The lower risk of adverse outcomes was unaffected by whether patients had known coronary heart disease. The researchers reported:

  • The risk of death was not significantly different for patients with compared to without coronary heart disease (time-varying statin use adjusted hazard ratio 0.66 versus 0.60), and
  • The risk of hospitalization was similar between patients with and without coronary heart disease (time-varying statin use adjusted hazard ratio 0.73 versus 0.74).

The researchers said there may be benefits for patients with heart failure beyond just lipid lowering, such as reduced inflammatory factors and detrimental cytokines, improved endothelial function, and stabilized coronary plaque.
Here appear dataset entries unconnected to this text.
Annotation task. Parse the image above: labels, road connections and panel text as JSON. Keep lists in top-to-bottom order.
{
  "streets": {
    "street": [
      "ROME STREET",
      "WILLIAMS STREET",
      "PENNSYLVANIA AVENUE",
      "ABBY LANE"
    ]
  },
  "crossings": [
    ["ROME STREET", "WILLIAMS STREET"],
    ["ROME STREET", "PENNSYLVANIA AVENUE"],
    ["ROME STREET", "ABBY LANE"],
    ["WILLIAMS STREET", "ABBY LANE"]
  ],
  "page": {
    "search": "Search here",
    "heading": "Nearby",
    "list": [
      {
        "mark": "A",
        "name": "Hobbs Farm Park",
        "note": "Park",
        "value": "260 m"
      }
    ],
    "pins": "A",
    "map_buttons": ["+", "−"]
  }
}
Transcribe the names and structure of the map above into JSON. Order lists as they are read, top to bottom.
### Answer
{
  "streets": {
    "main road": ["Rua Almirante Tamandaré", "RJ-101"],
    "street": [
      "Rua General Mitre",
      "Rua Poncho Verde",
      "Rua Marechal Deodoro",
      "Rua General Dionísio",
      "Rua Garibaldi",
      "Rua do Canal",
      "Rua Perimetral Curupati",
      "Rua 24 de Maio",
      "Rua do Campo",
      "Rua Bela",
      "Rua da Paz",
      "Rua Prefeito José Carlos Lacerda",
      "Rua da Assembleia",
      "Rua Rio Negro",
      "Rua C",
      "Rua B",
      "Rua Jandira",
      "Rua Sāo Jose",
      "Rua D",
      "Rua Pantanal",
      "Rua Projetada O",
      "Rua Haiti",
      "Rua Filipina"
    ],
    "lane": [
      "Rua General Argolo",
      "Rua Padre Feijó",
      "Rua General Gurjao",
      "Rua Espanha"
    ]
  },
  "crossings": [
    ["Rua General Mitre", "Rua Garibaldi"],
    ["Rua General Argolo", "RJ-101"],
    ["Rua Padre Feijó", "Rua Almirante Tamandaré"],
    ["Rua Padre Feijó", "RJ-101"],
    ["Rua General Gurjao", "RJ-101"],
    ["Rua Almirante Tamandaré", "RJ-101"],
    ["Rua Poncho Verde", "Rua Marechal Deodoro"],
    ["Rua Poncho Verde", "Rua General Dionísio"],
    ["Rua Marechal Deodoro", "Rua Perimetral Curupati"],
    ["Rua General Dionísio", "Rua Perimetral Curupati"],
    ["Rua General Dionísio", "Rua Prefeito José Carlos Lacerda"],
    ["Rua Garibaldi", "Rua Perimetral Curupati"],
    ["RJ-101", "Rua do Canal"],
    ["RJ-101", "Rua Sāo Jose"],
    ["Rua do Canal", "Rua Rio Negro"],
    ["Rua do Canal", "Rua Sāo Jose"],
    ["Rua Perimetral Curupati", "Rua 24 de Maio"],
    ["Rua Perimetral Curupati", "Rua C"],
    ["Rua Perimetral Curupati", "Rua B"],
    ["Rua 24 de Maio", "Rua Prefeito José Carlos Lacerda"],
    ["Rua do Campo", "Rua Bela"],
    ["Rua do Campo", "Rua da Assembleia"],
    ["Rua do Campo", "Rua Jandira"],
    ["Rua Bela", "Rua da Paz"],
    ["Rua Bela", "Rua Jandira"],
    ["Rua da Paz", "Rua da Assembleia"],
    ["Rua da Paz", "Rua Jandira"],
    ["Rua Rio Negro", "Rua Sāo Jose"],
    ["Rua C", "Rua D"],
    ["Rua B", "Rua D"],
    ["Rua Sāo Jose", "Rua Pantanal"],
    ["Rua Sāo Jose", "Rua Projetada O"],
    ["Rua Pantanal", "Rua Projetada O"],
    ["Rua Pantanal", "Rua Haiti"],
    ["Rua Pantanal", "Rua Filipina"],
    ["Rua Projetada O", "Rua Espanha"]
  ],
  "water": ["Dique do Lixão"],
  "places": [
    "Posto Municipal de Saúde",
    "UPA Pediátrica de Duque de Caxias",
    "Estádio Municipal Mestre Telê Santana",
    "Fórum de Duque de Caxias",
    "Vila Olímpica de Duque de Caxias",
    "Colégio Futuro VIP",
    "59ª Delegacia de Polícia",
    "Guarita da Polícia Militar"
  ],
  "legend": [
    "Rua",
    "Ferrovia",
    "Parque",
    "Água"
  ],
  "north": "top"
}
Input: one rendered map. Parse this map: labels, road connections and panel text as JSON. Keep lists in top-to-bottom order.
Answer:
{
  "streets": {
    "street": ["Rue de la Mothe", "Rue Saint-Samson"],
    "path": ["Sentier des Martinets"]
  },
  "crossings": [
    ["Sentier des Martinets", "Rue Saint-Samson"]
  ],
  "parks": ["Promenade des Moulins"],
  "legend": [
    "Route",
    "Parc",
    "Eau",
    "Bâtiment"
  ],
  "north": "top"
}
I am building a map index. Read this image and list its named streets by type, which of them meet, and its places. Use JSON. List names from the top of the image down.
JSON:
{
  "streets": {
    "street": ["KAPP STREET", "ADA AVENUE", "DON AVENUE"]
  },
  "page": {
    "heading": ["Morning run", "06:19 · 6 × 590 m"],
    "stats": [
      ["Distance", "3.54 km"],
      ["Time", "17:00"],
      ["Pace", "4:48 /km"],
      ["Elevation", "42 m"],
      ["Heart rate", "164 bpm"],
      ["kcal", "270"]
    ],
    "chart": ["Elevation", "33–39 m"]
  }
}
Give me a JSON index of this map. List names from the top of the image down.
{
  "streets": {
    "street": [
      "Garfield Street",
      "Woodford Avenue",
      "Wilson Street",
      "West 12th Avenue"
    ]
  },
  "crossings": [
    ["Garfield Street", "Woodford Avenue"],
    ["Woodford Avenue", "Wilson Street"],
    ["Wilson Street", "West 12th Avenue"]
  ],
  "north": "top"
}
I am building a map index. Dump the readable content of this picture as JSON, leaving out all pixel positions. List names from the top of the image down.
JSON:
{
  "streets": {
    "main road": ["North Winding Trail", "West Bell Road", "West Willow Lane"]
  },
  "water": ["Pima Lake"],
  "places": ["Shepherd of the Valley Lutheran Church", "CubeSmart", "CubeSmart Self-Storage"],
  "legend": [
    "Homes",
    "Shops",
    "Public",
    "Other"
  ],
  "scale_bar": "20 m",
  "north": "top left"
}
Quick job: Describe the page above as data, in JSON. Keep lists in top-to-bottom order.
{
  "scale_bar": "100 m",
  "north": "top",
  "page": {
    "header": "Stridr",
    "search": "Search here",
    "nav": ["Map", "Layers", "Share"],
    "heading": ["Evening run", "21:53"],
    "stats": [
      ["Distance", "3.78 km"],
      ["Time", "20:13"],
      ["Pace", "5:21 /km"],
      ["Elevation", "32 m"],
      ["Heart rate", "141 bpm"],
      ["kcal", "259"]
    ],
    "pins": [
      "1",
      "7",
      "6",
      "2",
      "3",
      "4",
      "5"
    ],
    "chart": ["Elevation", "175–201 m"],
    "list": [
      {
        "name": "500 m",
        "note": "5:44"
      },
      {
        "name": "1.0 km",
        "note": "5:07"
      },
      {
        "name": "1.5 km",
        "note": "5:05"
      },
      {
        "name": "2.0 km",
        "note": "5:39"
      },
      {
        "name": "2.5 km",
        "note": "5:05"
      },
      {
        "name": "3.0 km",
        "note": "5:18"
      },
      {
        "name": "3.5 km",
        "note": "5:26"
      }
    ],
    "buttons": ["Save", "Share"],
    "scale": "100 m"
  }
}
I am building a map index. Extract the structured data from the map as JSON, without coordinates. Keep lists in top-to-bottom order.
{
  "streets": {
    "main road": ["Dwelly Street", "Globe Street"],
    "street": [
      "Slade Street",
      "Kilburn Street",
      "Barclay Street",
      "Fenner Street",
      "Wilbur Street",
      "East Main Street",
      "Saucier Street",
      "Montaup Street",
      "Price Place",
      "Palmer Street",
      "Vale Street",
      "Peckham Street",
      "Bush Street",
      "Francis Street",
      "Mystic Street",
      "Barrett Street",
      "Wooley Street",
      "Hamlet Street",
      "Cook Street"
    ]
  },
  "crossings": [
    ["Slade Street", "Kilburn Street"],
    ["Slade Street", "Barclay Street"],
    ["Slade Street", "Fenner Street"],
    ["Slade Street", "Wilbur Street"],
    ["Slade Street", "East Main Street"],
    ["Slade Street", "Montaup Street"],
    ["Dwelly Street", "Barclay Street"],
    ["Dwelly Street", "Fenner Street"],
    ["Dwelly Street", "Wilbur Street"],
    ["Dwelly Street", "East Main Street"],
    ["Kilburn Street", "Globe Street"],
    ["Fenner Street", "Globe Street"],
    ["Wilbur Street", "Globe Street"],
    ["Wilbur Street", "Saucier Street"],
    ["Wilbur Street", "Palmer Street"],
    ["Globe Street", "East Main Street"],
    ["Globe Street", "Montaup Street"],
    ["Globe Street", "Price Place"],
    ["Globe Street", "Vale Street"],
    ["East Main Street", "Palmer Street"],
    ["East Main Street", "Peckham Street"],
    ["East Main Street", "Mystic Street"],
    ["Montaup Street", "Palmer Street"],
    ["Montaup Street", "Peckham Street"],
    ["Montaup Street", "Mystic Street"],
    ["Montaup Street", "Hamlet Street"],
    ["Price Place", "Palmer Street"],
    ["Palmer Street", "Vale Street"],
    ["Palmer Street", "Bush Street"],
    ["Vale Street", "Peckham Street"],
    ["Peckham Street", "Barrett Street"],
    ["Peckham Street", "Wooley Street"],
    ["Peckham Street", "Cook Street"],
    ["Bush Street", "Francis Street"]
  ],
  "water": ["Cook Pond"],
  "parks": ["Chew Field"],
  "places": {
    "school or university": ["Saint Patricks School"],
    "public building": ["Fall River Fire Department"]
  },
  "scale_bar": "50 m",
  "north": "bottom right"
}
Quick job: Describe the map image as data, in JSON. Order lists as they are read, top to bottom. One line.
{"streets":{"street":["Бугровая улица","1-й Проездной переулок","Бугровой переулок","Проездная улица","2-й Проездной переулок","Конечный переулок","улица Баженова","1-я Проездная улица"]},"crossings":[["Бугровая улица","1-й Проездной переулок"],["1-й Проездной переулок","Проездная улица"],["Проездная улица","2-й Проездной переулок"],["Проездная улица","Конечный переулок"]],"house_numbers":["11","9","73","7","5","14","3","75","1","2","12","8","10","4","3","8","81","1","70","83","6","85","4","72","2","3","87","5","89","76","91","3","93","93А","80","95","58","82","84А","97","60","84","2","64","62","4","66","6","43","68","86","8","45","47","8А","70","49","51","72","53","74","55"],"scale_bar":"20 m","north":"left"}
They cautioned that as an observational study, residual confounding and selection bias could not be completely excluded. They concluded that future randomized controlled trials involving clinical outcomes-particularly among patients with nonischemic heart failure not otherwise recommended to receive lipid lowering therapy-are needed to clarify the role of statins in heart failure.

The study was funded by a grant from Amgen. Some of the authors received research support from Amgen, Novartis and Wyeth.